• **Data listing**:
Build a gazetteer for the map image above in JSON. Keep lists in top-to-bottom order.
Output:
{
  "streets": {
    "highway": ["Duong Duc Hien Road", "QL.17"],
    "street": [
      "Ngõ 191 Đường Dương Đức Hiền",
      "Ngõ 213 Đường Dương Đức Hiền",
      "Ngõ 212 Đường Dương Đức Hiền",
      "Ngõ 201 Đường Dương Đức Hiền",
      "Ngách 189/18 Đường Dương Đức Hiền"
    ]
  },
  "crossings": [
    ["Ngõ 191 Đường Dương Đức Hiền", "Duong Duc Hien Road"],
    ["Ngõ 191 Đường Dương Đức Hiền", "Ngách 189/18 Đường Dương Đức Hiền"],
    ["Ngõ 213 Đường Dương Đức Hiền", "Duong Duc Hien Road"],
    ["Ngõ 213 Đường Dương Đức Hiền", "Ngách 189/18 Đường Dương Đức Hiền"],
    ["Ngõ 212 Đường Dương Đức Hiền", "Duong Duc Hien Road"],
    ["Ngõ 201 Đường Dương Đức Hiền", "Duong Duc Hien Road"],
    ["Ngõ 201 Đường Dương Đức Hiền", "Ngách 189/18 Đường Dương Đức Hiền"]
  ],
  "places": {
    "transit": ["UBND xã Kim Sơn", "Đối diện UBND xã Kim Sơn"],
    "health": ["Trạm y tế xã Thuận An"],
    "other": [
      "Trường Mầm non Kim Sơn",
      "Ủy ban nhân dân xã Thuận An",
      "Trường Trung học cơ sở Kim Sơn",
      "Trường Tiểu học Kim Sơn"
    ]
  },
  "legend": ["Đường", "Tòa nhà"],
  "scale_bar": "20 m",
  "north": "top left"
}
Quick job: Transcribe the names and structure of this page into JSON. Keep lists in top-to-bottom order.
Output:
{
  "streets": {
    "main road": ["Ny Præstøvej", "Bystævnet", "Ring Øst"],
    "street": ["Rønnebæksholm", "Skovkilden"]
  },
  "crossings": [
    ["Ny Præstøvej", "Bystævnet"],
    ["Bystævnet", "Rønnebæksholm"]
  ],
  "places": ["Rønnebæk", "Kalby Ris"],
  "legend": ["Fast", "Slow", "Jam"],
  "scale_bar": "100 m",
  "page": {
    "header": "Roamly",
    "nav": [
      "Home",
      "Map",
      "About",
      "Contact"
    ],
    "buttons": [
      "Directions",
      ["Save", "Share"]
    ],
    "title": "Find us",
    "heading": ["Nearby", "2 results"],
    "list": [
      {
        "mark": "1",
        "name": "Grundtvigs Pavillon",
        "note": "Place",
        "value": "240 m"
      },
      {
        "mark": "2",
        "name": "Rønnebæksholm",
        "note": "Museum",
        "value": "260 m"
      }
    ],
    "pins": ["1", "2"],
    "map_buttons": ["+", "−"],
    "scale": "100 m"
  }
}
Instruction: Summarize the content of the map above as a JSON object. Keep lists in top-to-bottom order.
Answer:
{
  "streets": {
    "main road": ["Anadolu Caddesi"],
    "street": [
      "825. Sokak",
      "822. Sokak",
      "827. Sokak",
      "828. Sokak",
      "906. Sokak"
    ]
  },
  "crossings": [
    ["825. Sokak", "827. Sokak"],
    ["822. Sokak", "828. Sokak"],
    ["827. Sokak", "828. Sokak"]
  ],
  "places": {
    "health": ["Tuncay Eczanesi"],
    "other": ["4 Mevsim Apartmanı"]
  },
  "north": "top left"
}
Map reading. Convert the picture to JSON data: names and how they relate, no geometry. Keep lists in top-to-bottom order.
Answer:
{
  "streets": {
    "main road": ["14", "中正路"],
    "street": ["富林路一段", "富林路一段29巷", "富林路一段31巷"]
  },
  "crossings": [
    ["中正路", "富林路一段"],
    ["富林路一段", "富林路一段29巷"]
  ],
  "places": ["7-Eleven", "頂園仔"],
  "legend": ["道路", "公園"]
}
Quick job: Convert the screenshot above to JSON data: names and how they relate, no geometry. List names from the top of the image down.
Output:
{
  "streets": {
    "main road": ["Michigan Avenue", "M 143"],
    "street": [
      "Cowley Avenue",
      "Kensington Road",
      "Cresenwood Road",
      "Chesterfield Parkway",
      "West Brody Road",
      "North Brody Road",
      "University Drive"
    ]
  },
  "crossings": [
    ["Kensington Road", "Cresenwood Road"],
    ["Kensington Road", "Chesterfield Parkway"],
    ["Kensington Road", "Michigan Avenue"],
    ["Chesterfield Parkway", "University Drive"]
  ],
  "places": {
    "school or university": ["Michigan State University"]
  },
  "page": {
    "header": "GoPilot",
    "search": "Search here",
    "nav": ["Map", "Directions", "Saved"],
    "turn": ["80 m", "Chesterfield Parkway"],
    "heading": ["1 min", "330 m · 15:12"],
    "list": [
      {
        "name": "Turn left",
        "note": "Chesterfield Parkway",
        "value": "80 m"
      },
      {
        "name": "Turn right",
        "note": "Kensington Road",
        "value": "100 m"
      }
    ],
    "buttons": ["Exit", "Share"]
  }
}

• **Assignment**: Your task is to retype all the records above with nothing left out.

• **Task answer**:
Build a gazetteer for the map image above in JSON. Keep lists in top-to-bottom order.
Output:
{
  "streets": {
    "highway": ["Duong Duc Hien Road", "QL.17"],
    "street": [
      "Ngõ 191 Đường Dương Đức Hiền",
      "Ngõ 213 Đường Dương Đức Hiền",
      "Ngõ 212 Đường Dương Đức Hiền",
      "Ngõ 201 Đường Dương Đức Hiền",
      "Ngách 189/18 Đường Dương Đức Hiền"
    ]
  },
  "crossings": [
    ["Ngõ 191 Đường Dương Đức Hiền", "Duong Duc Hien Road"],
    ["Ngõ 191 Đường Dương Đức Hiền", "Ngách 189/18 Đường Dương Đức Hiền"],
    ["Ngõ 213 Đường Dương Đức Hiền", "Duong Duc Hien Road"],
    ["Ngõ 213 Đường Dương Đức Hiền", "Ngách 189/18 Đường Dương Đức Hiền"],
    ["Ngõ 212 Đường Dương Đức Hiền", "Duong Duc Hien Road"],
    ["Ngõ 201 Đường Dương Đức Hiền", "Duong Duc Hien Road"],
    ["Ngõ 201 Đường Dương Đức Hiền", "Ngách 189/18 Đường Dương Đức Hiền"]
  ],
  "places": {
    "transit": ["UBND xã Kim Sơn", "Đối diện UBND xã Kim Sơn"],
    "health": ["Trạm y tế xã Thuận An"],
    "other": [
      "Trường Mầm non Kim Sơn",
      "Ủy ban nhân dân xã Thuận An",
      "Trường Trung học cơ sở Kim Sơn",
      "Trường Tiểu học Kim Sơn"
    ]
  },
  "legend": ["Đường", "Tòa nhà"],
  "scale_bar": "20 m",
  "north": "top left"
}
Quick job: Transcribe the names and structure of this page into JSON. Keep lists in top-to-bottom order.
Output:
{
  "streets": {
    "main road": ["Ny Præstøvej", "Bystævnet", "Ring Øst"],
    "street": ["Rønnebæksholm", "Skovkilden"]
  },
  "crossings": [
    ["Ny Præstøvej", "Bystævnet"],
    ["Bystævnet", "Rønnebæksholm"]
  ],
  "places": ["Rønnebæk", "Kalby Ris"],
  "legend": ["Fast", "Slow", "Jam"],
  "scale_bar": "100 m",
  "page": {
    "header": "Roamly",
    "nav": [
      "Home",
      "Map",
      "About",
      "Contact"
    ],
    "buttons": [
      "Directions",
      ["Save", "Share"]
    ],
    "title": "Find us",
    "heading": ["Nearby", "2 results"],
    "list": [
      {
        "mark": "1",
        "name": "Grundtvigs Pavillon",
        "note": "Place",
        "value": "240 m"
      },
      {
        "mark": "2",
        "name": "Rønnebæksholm",
        "note": "Museum",
        "value": "260 m"
      }
    ],
    "pins": ["1", "2"],
    "map_buttons": ["+", "−"],
    "scale": "100 m"
  }
}
Instruction: Summarize the content of the map above as a JSON object. Keep lists in top-to-bottom order.
Answer:
{
  "streets": {
    "main road": ["Anadolu Caddesi"],
    "street": [
      "825. Sokak",
      "822. Sokak",
      "827. Sokak",
      "828. Sokak",
      "906. Sokak"
    ]
  },
  "crossings": [
    ["825. Sokak", "827. Sokak"],
    ["822. Sokak", "828. Sokak"],
    ["827. Sokak", "828. Sokak"]
  ],
  "places": {
    "health": ["Tuncay Eczanesi"],
    "other": ["4 Mevsim Apartmanı"]
  },
  "north": "top left"
}
Map reading. Convert the picture to JSON data: names and how they relate, no geometry. Keep lists in top-to-bottom order.
Answer:
{
  "streets": {
    "main road": ["14", "中正路"],
    "street": ["富林路一段", "富林路一段29巷", "富林路一段31巷"]
  },
  "crossings": [
    ["中正路", "富林路一段"],
    ["富林路一段", "富林路一段29巷"]
  ],
  "places": ["7-Eleven", "頂園仔"],
  "legend": ["道路", "公園"]
}
Quick job: Convert the screenshot above to JSON data: names and how they relate, no geometry. List names from the top of the image down.
Output:
{
  "streets": {
    "main road": ["Michigan Avenue", "M 143"],
    "street": [
      "Cowley Avenue",
      "Kensington Road",
      "Cresenwood Road",
      "Chesterfield Parkway",
      "West Brody Road",
      "North Brody Road",
      "University Drive"
    ]
  },
  "crossings": [
    ["Kensington Road", "Cresenwood Road"],
    ["Kensington Road", "Chesterfield Parkway"],
    ["Kensington Road", "Michigan Avenue"],
    ["Chesterfield Parkway", "University Drive"]
  ],
  "places": {
    "school or university": ["Michigan State University"]
  },
  "page": {
    "header": "GoPilot",
    "search": "Search here",
    "nav": ["Map", "Directions", "Saved"],
    "turn": ["80 m", "Chesterfield Parkway"],
    "heading": ["1 min", "330 m · 15:12"],
    "list": [
      {
        "name": "Turn left",
        "note": "Chesterfield Parkway",
        "value": "80 m"
      },
      {
        "name": "Turn right",
        "note": "Kensington Road",
        "value": "100 m"
      }
    ],
    "buttons": ["Exit", "Share"]
  }
}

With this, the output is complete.